Dr. Suresh received his Ph.D. in Faculty of Mechanical Engineering from Anna University, Tamil Nadu, in 2014. He completed his Master of Engineering in Engineering Design from Bharathiyar University, Coimbatore in 2001 and his Bachelor of Engineering from the University of Madras, Chennai, in 2000.
With over 24 years of experience in academic and research, his areas of expertise include optimizations, machinability of materials, composite materials and metal matric composite materials. He has authored more than 55 research publications in reputed international journals, conferences and book chapters published by Elsevier, Springer, IET and other leading publishers.

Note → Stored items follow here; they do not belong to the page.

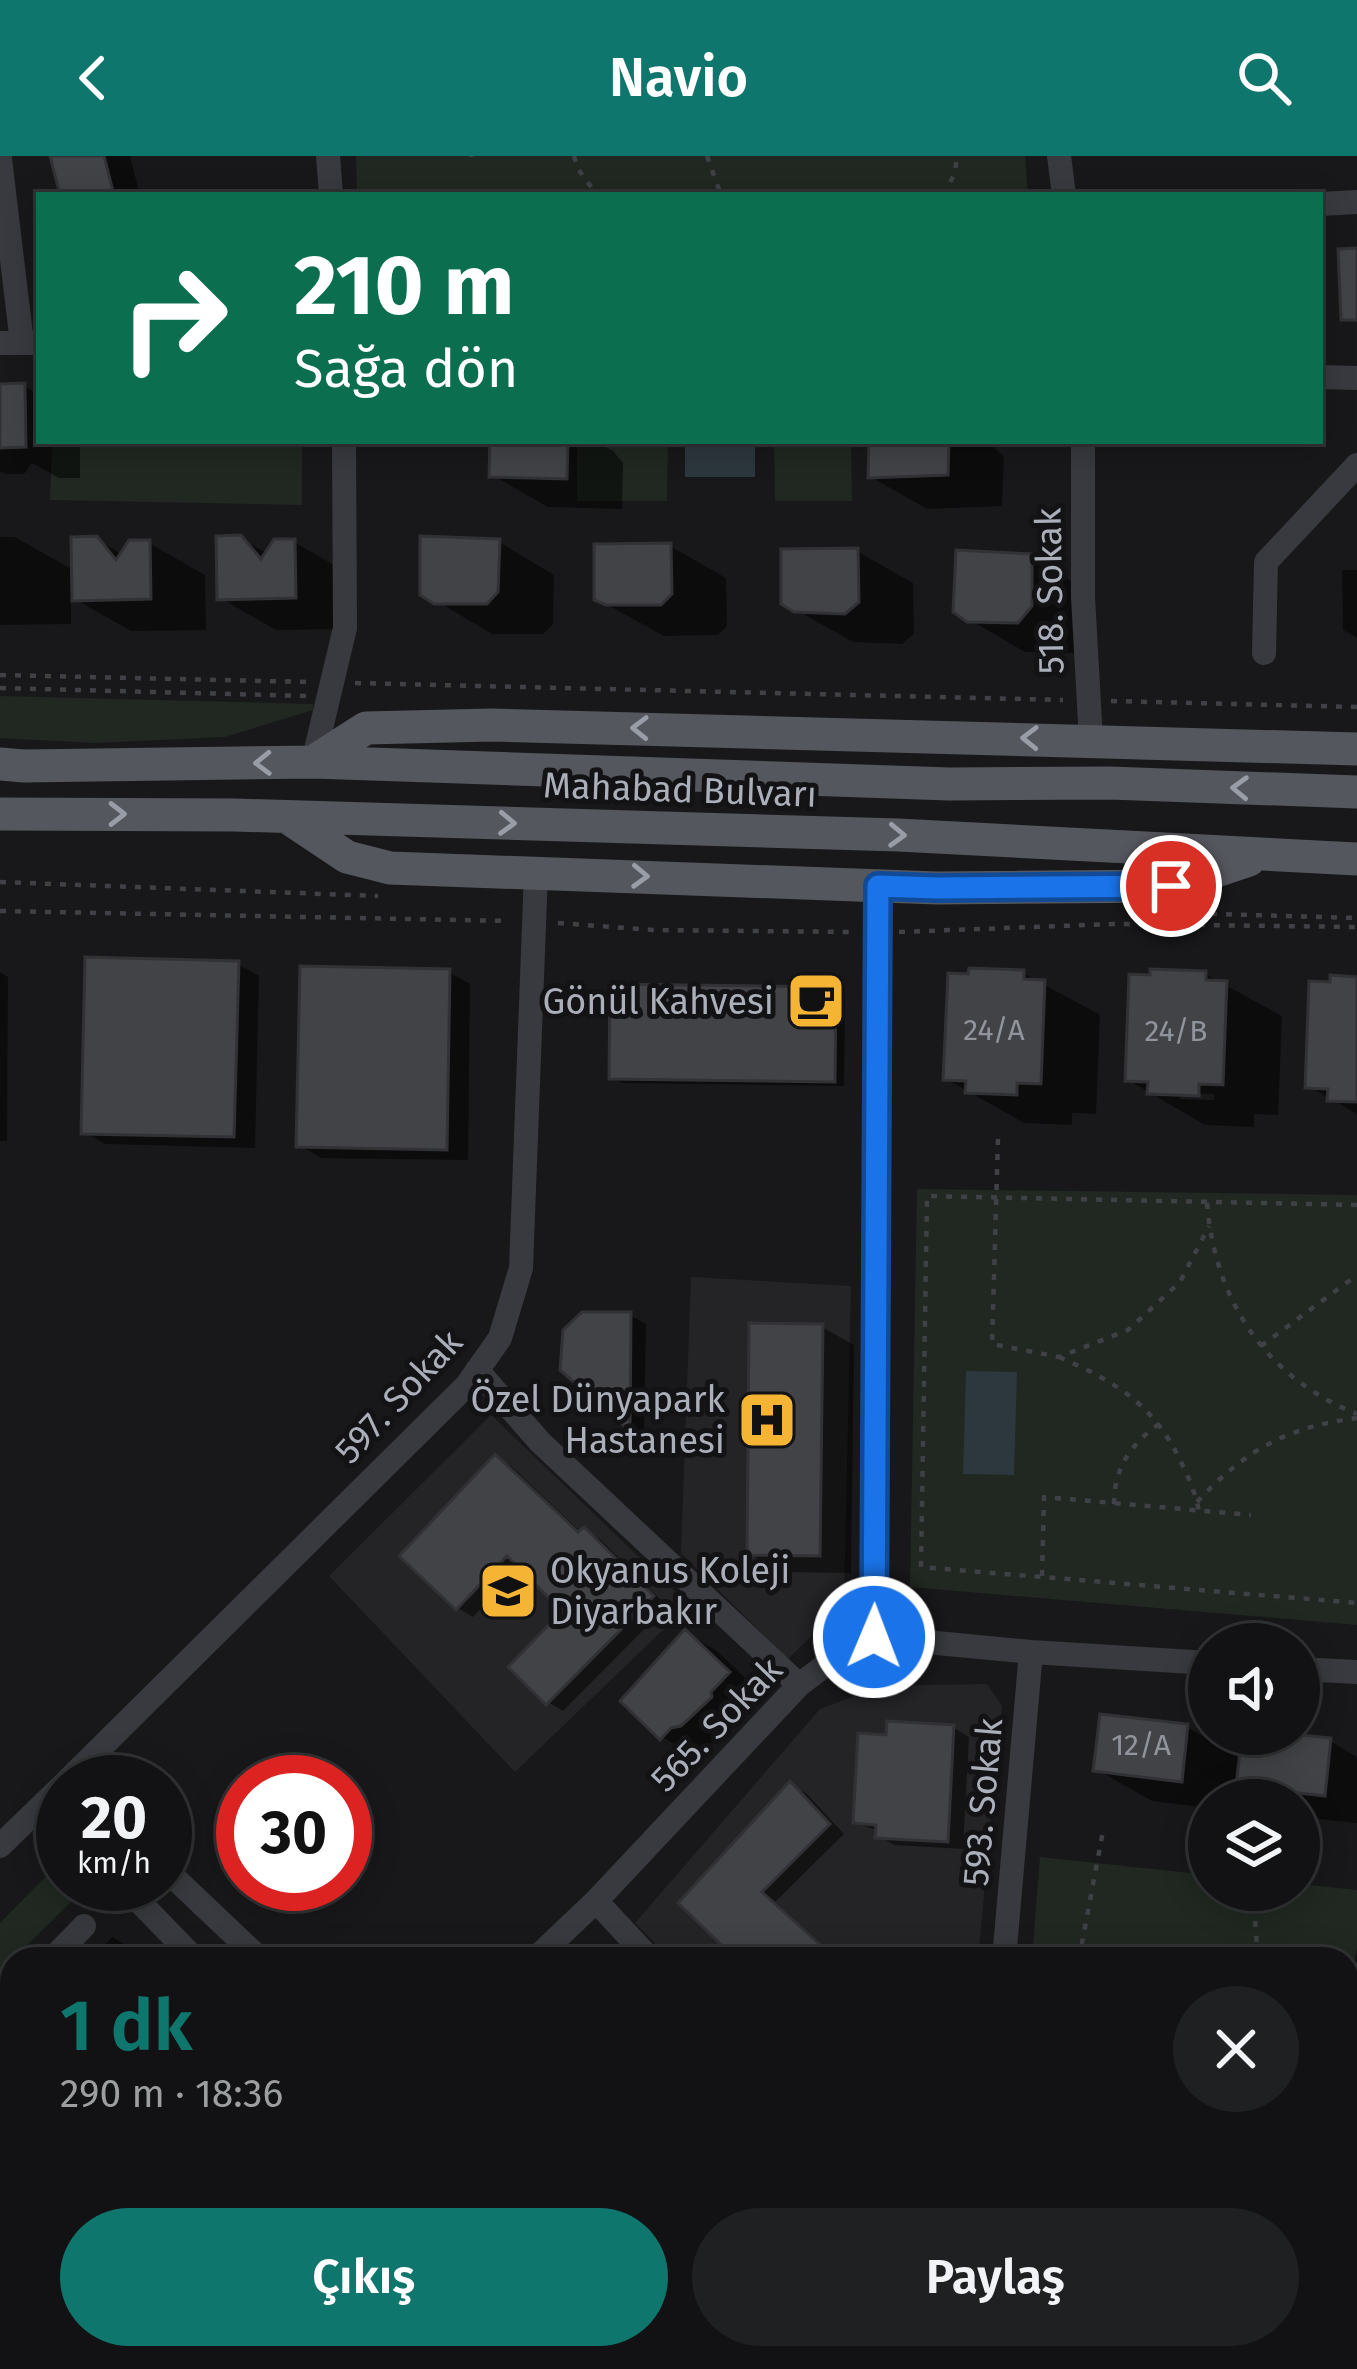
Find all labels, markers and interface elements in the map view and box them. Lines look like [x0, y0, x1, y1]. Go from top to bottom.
icon: back [60, 45, 126, 111]
icon: search [1231, 45, 1297, 111]
text: Navio [609, 46, 748, 110]
text: 210 m [294, 235, 515, 336]
icon: right [96, 240, 252, 396]
text: Sağa dön [294, 337, 518, 401]
street label: 518. Sokak [1027, 507, 1073, 675]
one-way arrow [630, 716, 649, 742]
one-way arrow [1020, 726, 1039, 752]
one-way arrow [253, 749, 272, 775]
street label: Mahabad Bulvarı [542, 763, 818, 817]
one-way arrow [1230, 775, 1249, 801]
one-way arrow [109, 801, 127, 827]
one-way arrow [498, 809, 517, 835]
one-way arrow [888, 822, 907, 848]
pin [1120, 835, 1222, 937]
icon: arrive [1138, 853, 1204, 919]
one-way arrow [631, 863, 650, 889]
cafe icon: Gönül Kahvesi [785, 970, 847, 1032]
place label: Gönül Kahvesi [543, 980, 774, 1024]
house number: 24/A [963, 1012, 1025, 1048]
house number: 24/B [1144, 1013, 1208, 1049]
street label: 597. Sokak [326, 1320, 472, 1473]
place label: Özel Dünyapark Hastanesi [471, 1378, 726, 1463]
hospital icon: Özel Dünyapark Hastanesi [736, 1389, 798, 1451]
place label: Okyanus Koleji Diyarbakır [550, 1549, 790, 1634]
school or university icon: Okyanus Koleji Diyarbakır [477, 1560, 539, 1622]
position arrow [811, 1574, 937, 1700]
map controls [1188, 1623, 1320, 1911]
button: sound [1188, 1623, 1320, 1755]
street label: 565. Sokak [642, 1648, 792, 1801]
street label: 593. Sokak [954, 1716, 1012, 1888]
house number: 12/A [1111, 1727, 1172, 1763]
speed limit sign: 30 [216, 1755, 372, 1911]
button: layers [1188, 1779, 1320, 1911]
text: 20 [81, 1782, 147, 1854]
text: km/h [77, 1845, 151, 1881]
text: 1 dk [60, 1983, 193, 2069]
button: close [1173, 1986, 1299, 2112]
text: 290 m · 18:36 [60, 2071, 283, 2117]
button: Çıkış [60, 2208, 668, 2346]
button: Paylaş [692, 2208, 1299, 2346]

Dr. T. Poongodi is presently working as a Professor in the Department of Computer Science and Engineering, School of Engineering at the Dayananda Sagar University, Bangalore, India. She received her Ph.D. degree in Information Technology (Information and Communication Engineering) from Anna University, Tamil Nadu, India. She is the author of over 50+ (Scopus Indexed) book chapters including some reputed publishers such as Springer, Elsevier, IET, Wiley, De-Gruyter, CRC Press, etc. and 30+ (SCI/Scopus) international journals and conferences. She has published 15+ authored/edited books in the areas of Internet of Things, Data Analytics, Blockchain Technology, Artificial Intelligence, Machine Learning, and Healthcare Informatics, published by renowned publishers. With over 19 years of extensive experience in teaching and multi-disciplinary research, she has been recognized with several prestigious awards, including the Research and Innovation award and Excellence in the area of Research & Innovation/ Academic Excellence from Galgotias University, Delhi-NCR. She is a senior member of The Institute of Electrical and Electronics Engineers (IEEE).

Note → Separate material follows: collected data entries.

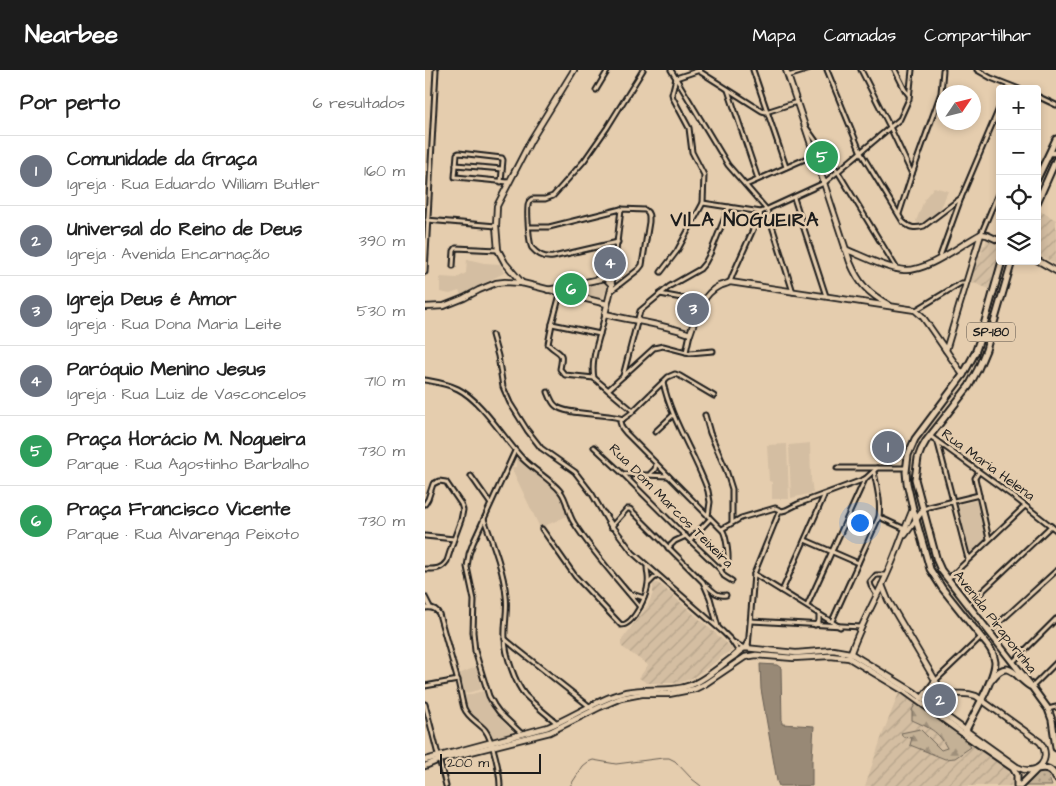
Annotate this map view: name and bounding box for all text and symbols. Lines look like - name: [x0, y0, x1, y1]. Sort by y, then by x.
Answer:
- text: Nearbee: [25, 18, 118, 52]
- text: Mapa: [752, 23, 796, 48]
- text: Camadas: [824, 23, 896, 48]
- text: Compartilhar: [924, 23, 1031, 48]
- north arrow: [936, 85, 981, 130]
- map controls: [996, 85, 1041, 265]
- button: +: [996, 85, 1041, 130]
- text: Por perto: [20, 88, 120, 117]
- text: 6 resultados: [313, 92, 405, 114]
- button: −: [996, 130, 1041, 175]
- pin: 5: [806, 138, 838, 176]
- text: Comunidade da Graça: [67, 146, 257, 173]
- text: 1: [35, 160, 37, 182]
- text: 160 m: [364, 160, 405, 182]
- text: Igreja · Rua Eduardo William Butler: [67, 173, 320, 195]
- button: locate: [996, 175, 1041, 220]
- district label: VILA NOGUEIRA: [669, 207, 820, 234]
- text: Universal do Reino de Deus: [67, 216, 302, 243]
- button: layers: [996, 220, 1041, 265]
- text: 2: [31, 230, 41, 252]
- text: 390 m: [359, 230, 405, 252]
- text: Igreja · Avenida Encarnação: [67, 243, 270, 265]
- pin: 4: [594, 244, 626, 282]
- pin: 6: [555, 270, 587, 308]
- text: Igreja Deus é Amor: [67, 286, 237, 313]
- pin: 3: [677, 290, 709, 328]
- text: 3: [32, 300, 40, 322]
- text: 530 m: [357, 300, 405, 322]
- text: Igreja · Rua Dona Maria Leite: [67, 313, 282, 335]
- road number: SP-180: [967, 322, 1015, 342]
- text: Paróquio Menino Jesus: [67, 356, 266, 383]
- text: 4: [31, 370, 41, 392]
- text: 710 m: [364, 370, 405, 392]
- text: Igreja · Rua Luiz de Vasconcelos: [67, 383, 306, 405]
- street label: Rua Maria Helena: [937, 424, 1039, 506]
- text: Praça Horácio M. Nogueira: [67, 426, 305, 453]
- pin: 1: [872, 428, 904, 466]
- street label: Rua Dom Marcos Teixeira: [604, 439, 738, 573]
- text: 5: [30, 440, 42, 462]
- text: 730 m: [358, 440, 405, 462]
- text: Parque · Rua Agostinho Barbalho: [67, 453, 309, 475]
- text: Praça Francisco Vicente: [67, 496, 291, 523]
- text: 6: [31, 510, 41, 532]
- text: 730 m: [358, 510, 405, 532]
- your location: [847, 510, 873, 536]
- text: Parque · Rua Alvarenga Peixoto: [67, 523, 299, 545]
- street label: Avenida Piraporinha: [949, 566, 1041, 678]
- pin: 2: [924, 681, 956, 719]
- scale bar: [440, 751, 541, 774]
- text: 200 m: [447, 753, 489, 773]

Dr. Gopal Rathinam received his master’s degree from Department of Computer Science and Engineering, Anna University, India, in 2010 and Ph.D. degree from Department of Information and communication Engineering, Anna University, India, in 2018. He is currently working as Assistant Professor, in college of Engineering, University of Buraimi, Oman. His research interests span wireless sensor networks, malicious node detection, Cooperative network, and Internet of Things. He got a grant of 40,000 OMR from the ministry of Higher Education and research and Innovation and 10,000 OMR grant in internal funded project. He has served on many technical program committees and as reviewer in reputed journals like wireless Personal Communication Springer. He has a list of publication in reputed journals, editor for 3 Scopus indexed books and published 9 book chapters.

Dr. P. Senthil received his Master’s degree in Mechanical Engineering from Bharathiar University, India, in 2002, and his Ph.D. in Mechanical Engineering from Anna University, India, in 2012. He is currently serving as a Senior Lecturer at the College of Engineering and Technology, University of Technology and Applied Sciences (UTAS), Muscat, Sultanate of Oman.

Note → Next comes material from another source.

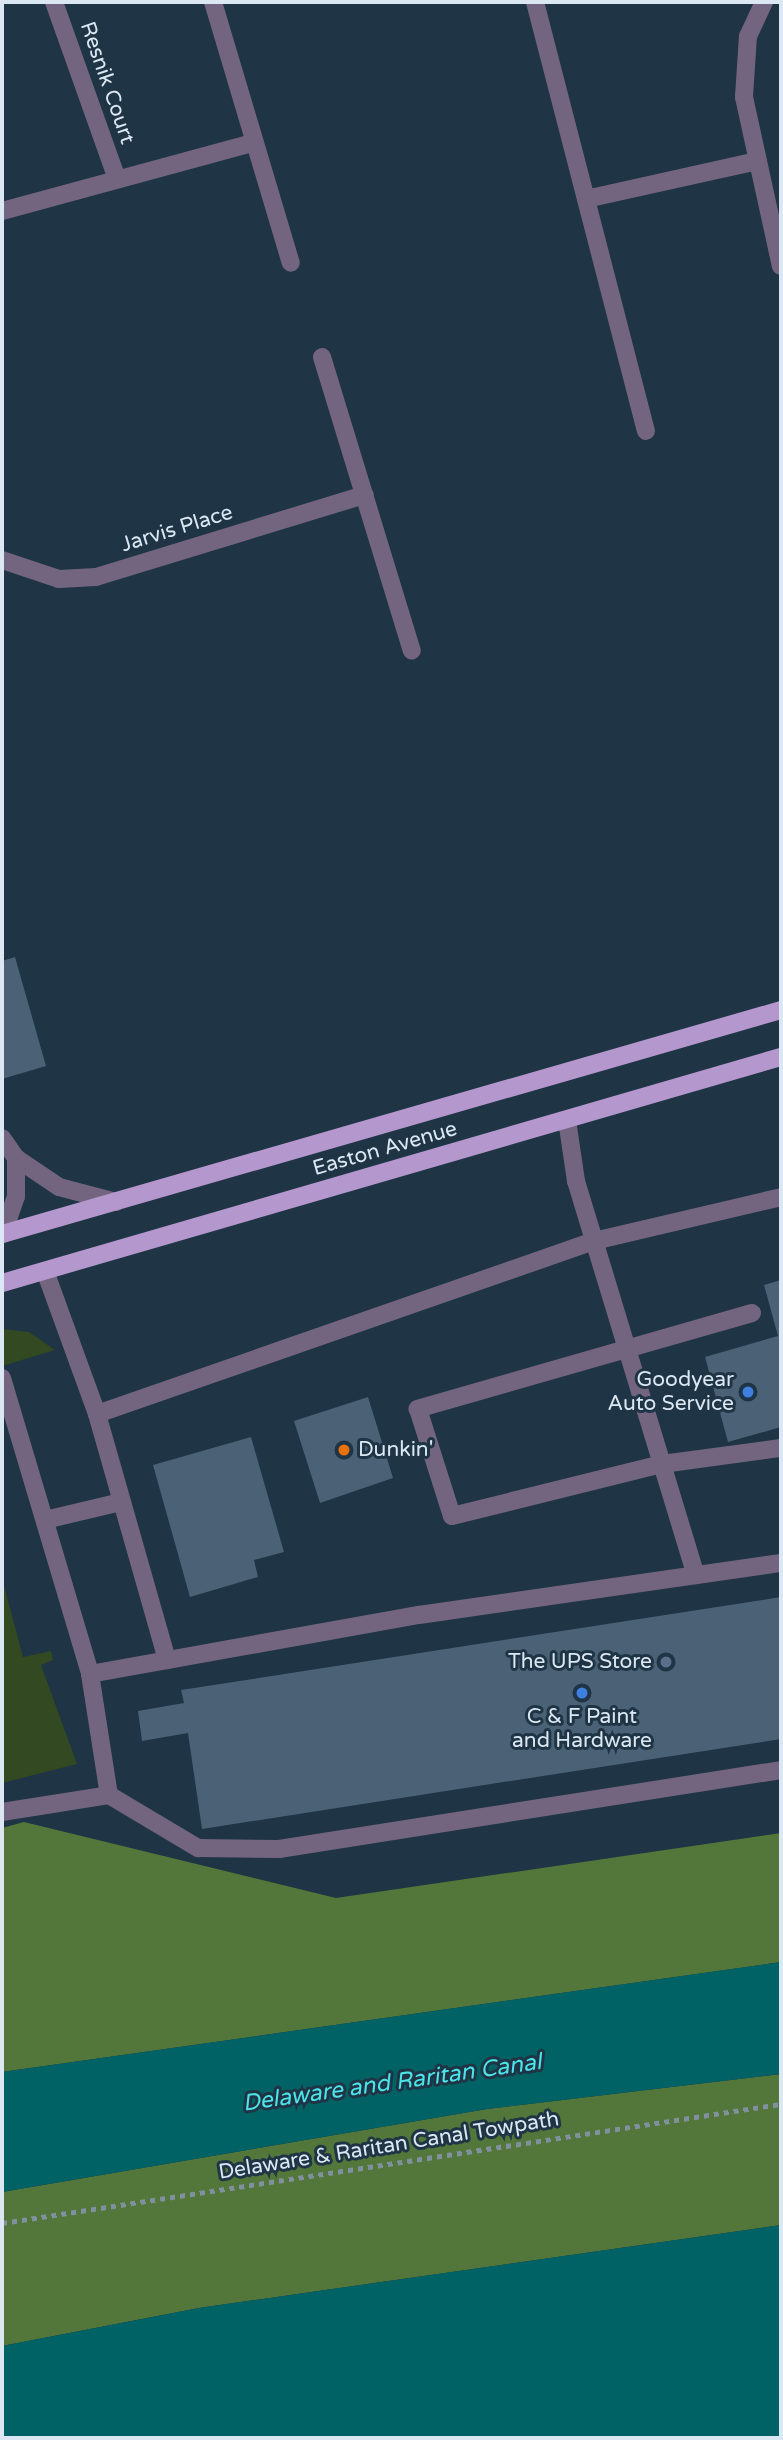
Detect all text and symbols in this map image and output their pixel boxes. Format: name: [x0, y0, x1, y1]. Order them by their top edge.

His research interests include Squeeze Casting, Pressure Die Casting, Non-ferrous Composites, Rapid Prototyping, and Process Optimization. He has published extensively in reputed international journals and conference proceedings. Dr. Senthil has also contributed to the academic community by serving on various technical program committees and acting as a reviewer for several esteemed international journals.